Look through the records, and whenever a line includes the word "rows", copy it.

SUPPLIED RECORDS
=== Begin Enclosure ===

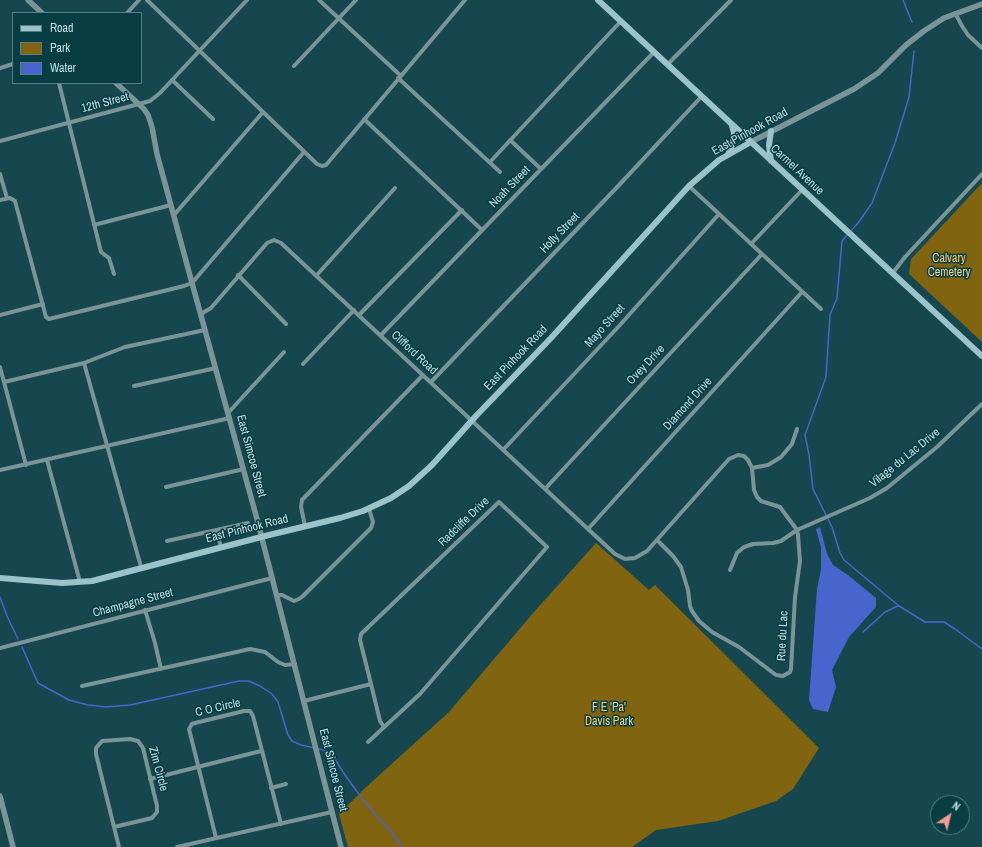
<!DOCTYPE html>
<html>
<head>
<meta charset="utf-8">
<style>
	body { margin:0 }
	#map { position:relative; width:982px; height:847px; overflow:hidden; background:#16474e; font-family:"Archivo Narrow",sans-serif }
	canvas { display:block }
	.legend { position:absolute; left:12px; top:12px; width:130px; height:72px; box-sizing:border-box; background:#083d44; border:1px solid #527e84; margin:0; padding:5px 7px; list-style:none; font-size:12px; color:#c0dfe4 }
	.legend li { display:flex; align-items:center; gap:8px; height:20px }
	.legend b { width:20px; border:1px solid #527e84 }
	.north { position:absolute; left:930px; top:795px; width:40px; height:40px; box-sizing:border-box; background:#083d44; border:1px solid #527e84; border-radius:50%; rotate:35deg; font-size:11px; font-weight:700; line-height:16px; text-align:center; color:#c0dfe4 }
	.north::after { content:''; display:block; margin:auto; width:14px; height:18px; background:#f59c90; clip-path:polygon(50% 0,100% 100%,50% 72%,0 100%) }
</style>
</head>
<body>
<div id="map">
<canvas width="982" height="847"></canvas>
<ul class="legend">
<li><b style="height:5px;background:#9ac3ca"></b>Road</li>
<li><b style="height:11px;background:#80640f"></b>Park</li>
<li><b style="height:11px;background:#4765cd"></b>Water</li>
</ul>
<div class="north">N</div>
</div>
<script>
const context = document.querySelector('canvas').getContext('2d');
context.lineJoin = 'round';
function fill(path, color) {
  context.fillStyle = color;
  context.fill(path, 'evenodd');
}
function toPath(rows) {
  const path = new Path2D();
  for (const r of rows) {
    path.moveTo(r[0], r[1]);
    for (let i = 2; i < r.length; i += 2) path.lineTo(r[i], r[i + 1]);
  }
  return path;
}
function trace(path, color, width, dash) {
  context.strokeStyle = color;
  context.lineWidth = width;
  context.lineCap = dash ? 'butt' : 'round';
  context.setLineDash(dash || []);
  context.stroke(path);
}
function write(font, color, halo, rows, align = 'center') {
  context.font = font + ' "Archivo Narrow",sans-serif';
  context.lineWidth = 3;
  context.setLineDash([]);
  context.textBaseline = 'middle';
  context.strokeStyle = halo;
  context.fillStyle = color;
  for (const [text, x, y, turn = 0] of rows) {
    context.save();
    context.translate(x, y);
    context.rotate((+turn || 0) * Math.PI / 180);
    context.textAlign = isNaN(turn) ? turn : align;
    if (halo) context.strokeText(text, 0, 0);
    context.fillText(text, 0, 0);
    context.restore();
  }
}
fill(toPath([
	[982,183,982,342,909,274,911,259],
	[596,543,649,590,655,585,819,748,793,789,776,801,718,821,656,830,632,847,348,847,339,814,364,789,449,712,534,612]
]), '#80640f');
fill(toPath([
	[820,527,827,554,833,565,848,575,876,598,876,607,849,637,832,670,836,687,828,712,813,709,809,700,817,589,821,569,821,547,816,529]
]), '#4765cd');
trace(toPath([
	[903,0,912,22],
	[851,231,858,223,872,203,895,143,909,97,914,51],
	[848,234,842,241,837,298,830,315,826,377,805,435,809,455,813,489,832,527,840,553,844,560,899,606,925,622,944,622,955,629,982,649],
	[0,597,7,616,18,639],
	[863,632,885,612,898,606],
	[22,647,38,683,69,700,88,705,106,707,130,705,239,681,249,681,260,686,272,694,278,702,288,735,292,741,301,745,315,748],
	[318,749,324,750,333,756,345,775,363,800,392,833,402,847]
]), '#4765cd', 1.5);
trace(toPath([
	[147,0,317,164,322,166,326,165,465,0],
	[319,0,400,75],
	[127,13,139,0],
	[955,13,962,26,968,35,982,48],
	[668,64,731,0],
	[294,66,356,0],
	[0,68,13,64],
	[398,78,500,172],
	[172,80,213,119],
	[59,83,101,252,109,258,114,274],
	[364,119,482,230],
	[510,140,541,169],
	[0,141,150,101,160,93,247,0],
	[490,162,621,21],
	[0,174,7,198],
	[689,186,821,309],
	[0,200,10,198,15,201,46,317,49,319,184,286,192,283,304,152],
	[174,215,263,112],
	[94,225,171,205],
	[751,244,802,190],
	[892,274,905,257,982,174],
	[238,275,286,324],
	[316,276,395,188],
	[201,314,211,308,267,243,274,240,281,243,588,529,615,554,625,559,635,558,647,551,729,459,738,455,744,456,748,460,752,468,754,490,757,497,761,501,780,507,797,530,798,535,800,561,795,597,791,669,790,672,783,676,776,675,739,647,712,632,699,621,692,611,690,606,688,590,681,567,673,556,657,540],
	[0,315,43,304],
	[359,315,462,210],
	[381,335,654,52],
	[84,363,141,567],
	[303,364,354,310],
	[0,367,26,465],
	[4,382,84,363,125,347,205,330],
	[431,382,621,183,702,96],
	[134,386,216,368],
	[228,413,284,352],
	[503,450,620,325,719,214],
	[47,460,80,582],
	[752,468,768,465,781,457,792,444,797,429],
	[0,470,230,418],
	[166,487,244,469],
	[545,489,762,254],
	[305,526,301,507,302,500,423,375],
	[588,529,802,292],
	[216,530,221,547],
	[167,541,248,523],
	[730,570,737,553,744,547,753,544,773,543,781,541,797,530,870,498,887,488,937,447,982,404],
	[277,595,282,595,294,601,299,599,303,596,371,528,373,522,369,509],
	[145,610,155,643,161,669],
	[0,648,272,578],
	[82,686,250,649,265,652,278,662,285,665,295,664],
	[304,701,371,684],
	[368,742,420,694,547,547,499,502,361,634,360,640,371,684,380,721,384,727],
	[150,779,261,751],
	[271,788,286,784],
	[114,827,152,818,157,812,157,806,143,748,138,741,130,739,102,741,96,748,96,754,114,827,119,847],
	[216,838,189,729,192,724,195,723,244,711,250,711,253,716,281,824],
	[177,847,332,812]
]), '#7a9498', 4);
trace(toPath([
	[28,0,42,13],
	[116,83,144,109,148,115,152,127,157,154,192,283,257,519,341,847],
	[751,142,854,89,878,73,906,45,924,31,944,18,982,4],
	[0,796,13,847]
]), '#7a9498', 5.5);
trace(toPath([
	[598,0,982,356],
	[728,155,733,142,734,133,732,126],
	[771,161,769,145,771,131],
	[0,578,62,583,92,581,269,535,340,518,363,511,391,498,409,486,432,465,475,417,551,338,689,186,719,160,751,142]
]), '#9ac3ca', 6);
write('12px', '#c0dfe4', '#083d44', [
	["12th Street",105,103,-15],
	["East Pinhook Road",750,132,-29],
	["Carmel Avenue",797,170,43],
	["Noah Street",510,187,-46],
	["Holly Street",560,233,-46],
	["Mayo Street",605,326,-48],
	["Clifford Road",414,353,43],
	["East Pinhook Road",516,358,-46],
	["Ovey Drive",646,365,-47],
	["Diamond Drive",688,404,-48],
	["East Simcoe Street",251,456,75],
	["Vilage du Lac Drive",905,458,-39],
	["Radcliffe Drive",464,522,-44],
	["East Pinhook Road",247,529,-14],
	["Champagne Street",133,603,-15],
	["Rue du Lac",783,636,-87],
	["C O Circle",218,708,-13],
	["Zim Circle",158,769,75],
	["East Simcoe Street",333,770,76]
]);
write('12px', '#f7d379', '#083d44', [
	["Calvary",949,259],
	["Cemetery",949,273],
	["F E 'Pa'",609,708],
	["Davis Park",609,722]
]);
</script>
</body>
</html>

=== End Enclosure ===

RESULT BELOW
function toPath(rows) {
  for (const r of rows) {
function write(font, color, halo, rows, align = 'center') {
  for (const [text, x, y, turn = 0] of rows) {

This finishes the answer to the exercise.